* [BRIEF]
Which lines in the data below contain the string "names"? Show each one.

* [MATERIAL FOR THE TASK]
=== Section Start ===

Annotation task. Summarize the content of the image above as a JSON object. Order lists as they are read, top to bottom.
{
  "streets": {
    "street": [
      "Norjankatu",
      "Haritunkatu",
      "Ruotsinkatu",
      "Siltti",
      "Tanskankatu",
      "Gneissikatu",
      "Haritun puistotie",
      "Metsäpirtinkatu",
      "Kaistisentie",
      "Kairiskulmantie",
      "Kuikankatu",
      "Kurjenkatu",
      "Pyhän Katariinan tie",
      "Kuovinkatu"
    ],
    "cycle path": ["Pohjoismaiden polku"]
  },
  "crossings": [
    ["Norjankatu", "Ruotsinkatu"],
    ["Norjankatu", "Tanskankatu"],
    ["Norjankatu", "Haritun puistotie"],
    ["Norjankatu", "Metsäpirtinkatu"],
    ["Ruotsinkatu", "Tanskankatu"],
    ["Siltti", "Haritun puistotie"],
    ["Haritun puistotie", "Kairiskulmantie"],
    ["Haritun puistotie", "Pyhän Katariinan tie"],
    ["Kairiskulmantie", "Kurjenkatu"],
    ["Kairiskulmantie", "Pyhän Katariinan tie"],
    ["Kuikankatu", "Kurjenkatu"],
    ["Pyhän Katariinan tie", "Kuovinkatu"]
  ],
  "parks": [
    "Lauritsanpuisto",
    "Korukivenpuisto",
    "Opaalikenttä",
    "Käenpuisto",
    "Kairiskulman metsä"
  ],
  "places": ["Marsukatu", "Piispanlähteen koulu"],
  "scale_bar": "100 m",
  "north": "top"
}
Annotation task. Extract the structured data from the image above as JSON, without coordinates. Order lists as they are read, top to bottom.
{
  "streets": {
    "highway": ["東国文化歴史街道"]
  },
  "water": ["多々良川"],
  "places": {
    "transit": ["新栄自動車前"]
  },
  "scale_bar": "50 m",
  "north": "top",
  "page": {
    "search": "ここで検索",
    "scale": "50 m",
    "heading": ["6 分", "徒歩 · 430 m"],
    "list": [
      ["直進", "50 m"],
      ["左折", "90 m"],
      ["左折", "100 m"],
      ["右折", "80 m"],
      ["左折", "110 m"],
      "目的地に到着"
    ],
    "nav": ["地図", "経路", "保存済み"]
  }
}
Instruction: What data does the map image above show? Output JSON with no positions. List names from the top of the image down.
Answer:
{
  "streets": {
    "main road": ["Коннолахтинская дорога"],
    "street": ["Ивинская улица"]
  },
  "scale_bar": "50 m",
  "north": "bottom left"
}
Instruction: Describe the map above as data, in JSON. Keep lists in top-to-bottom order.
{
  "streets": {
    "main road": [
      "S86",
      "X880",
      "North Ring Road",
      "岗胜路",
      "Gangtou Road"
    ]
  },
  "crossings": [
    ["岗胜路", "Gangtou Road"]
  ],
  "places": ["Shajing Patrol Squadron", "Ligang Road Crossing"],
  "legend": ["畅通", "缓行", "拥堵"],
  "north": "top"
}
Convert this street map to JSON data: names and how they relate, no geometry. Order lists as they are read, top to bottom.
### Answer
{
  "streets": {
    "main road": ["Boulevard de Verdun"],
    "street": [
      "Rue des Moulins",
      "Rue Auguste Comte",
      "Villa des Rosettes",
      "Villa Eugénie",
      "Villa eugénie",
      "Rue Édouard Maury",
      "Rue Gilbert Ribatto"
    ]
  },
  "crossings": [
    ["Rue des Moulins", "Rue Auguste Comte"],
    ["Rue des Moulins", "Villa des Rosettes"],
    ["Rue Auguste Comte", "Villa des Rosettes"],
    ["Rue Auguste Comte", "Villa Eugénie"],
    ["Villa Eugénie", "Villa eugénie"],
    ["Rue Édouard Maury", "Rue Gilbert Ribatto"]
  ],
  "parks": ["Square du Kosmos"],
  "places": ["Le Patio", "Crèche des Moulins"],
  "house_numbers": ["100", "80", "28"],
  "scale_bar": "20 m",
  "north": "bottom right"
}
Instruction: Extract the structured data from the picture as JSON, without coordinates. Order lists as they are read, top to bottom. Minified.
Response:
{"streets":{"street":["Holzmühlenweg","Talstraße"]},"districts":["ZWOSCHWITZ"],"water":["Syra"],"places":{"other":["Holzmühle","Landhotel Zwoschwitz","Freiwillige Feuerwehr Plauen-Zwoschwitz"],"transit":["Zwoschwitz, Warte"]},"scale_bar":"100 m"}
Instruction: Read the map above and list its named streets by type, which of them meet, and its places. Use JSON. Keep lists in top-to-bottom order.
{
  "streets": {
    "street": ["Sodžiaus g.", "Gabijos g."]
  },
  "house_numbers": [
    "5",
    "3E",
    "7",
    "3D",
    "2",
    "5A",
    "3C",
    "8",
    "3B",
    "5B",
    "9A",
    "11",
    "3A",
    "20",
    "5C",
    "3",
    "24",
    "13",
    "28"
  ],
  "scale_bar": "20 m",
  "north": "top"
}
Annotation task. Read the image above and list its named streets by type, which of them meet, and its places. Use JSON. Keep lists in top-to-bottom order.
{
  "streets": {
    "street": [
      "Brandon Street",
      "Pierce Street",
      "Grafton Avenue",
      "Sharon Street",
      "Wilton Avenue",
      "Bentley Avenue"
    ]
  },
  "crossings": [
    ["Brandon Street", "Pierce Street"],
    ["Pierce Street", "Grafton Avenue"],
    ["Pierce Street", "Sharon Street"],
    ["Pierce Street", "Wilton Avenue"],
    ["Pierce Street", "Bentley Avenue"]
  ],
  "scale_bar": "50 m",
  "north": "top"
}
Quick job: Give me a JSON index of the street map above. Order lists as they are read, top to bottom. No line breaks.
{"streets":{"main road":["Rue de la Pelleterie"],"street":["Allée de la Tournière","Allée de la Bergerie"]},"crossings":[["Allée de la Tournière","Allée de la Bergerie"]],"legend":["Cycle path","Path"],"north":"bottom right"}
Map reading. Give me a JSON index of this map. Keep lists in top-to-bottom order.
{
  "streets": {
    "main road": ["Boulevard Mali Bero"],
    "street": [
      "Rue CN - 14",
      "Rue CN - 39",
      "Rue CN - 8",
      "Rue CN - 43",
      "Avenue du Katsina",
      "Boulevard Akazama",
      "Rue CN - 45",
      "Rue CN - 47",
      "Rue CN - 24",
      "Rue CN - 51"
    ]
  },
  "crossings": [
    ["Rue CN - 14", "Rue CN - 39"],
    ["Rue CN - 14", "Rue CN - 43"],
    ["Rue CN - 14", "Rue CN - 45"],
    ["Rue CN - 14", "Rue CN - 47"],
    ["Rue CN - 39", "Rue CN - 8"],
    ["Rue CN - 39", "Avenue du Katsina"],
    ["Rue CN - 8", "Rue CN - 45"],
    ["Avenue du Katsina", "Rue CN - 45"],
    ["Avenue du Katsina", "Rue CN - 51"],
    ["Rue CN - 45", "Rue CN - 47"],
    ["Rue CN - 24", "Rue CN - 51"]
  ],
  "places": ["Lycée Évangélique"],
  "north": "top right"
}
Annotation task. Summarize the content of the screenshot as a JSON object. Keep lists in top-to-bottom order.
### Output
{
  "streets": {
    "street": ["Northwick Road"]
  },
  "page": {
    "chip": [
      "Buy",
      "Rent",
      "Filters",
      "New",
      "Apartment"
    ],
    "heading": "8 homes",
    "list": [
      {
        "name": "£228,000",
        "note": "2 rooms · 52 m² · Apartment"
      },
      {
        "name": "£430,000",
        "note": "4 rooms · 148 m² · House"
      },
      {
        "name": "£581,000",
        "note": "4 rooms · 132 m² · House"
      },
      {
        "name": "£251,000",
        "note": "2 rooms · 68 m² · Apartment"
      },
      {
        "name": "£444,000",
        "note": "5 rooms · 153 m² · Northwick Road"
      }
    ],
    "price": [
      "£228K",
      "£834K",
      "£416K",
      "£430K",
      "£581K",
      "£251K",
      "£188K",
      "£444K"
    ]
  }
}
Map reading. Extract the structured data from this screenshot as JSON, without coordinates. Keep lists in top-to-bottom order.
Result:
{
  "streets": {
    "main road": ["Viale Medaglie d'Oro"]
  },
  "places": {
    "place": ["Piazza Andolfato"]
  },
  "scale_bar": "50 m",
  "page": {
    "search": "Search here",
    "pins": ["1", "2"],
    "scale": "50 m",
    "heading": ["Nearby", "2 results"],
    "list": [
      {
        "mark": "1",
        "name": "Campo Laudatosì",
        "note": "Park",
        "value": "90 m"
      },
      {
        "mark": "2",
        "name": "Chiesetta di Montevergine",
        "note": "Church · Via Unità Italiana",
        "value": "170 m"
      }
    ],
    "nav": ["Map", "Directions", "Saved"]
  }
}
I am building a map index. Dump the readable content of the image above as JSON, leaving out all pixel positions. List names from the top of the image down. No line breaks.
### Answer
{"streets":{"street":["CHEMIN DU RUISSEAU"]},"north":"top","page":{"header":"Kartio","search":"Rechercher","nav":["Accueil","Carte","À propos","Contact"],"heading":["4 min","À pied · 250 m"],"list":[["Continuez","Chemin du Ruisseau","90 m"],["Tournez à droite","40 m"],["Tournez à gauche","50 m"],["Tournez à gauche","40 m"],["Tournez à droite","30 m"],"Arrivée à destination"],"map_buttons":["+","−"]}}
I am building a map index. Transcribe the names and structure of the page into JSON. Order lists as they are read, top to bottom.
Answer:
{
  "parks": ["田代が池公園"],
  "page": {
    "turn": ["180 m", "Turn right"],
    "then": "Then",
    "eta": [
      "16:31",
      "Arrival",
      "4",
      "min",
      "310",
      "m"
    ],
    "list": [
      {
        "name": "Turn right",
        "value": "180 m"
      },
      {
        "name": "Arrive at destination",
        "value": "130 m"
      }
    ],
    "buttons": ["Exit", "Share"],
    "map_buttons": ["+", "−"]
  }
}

=== Section End ===

* [REPLY TO THE TASK]
Instruction: What data does the map image above show? Output JSON with no positions. List names from the top of the image down.
Convert this street map to JSON data: names and how they relate, no geometry. Order lists as they are read, top to bottom.
I am building a map index. Dump the readable content of the image above as JSON, leaving out all pixel positions. List names from the top of the image down. No line breaks.
I am building a map index. Transcribe the names and structure of the page into JSON. Order lists as they are read, top to bottom.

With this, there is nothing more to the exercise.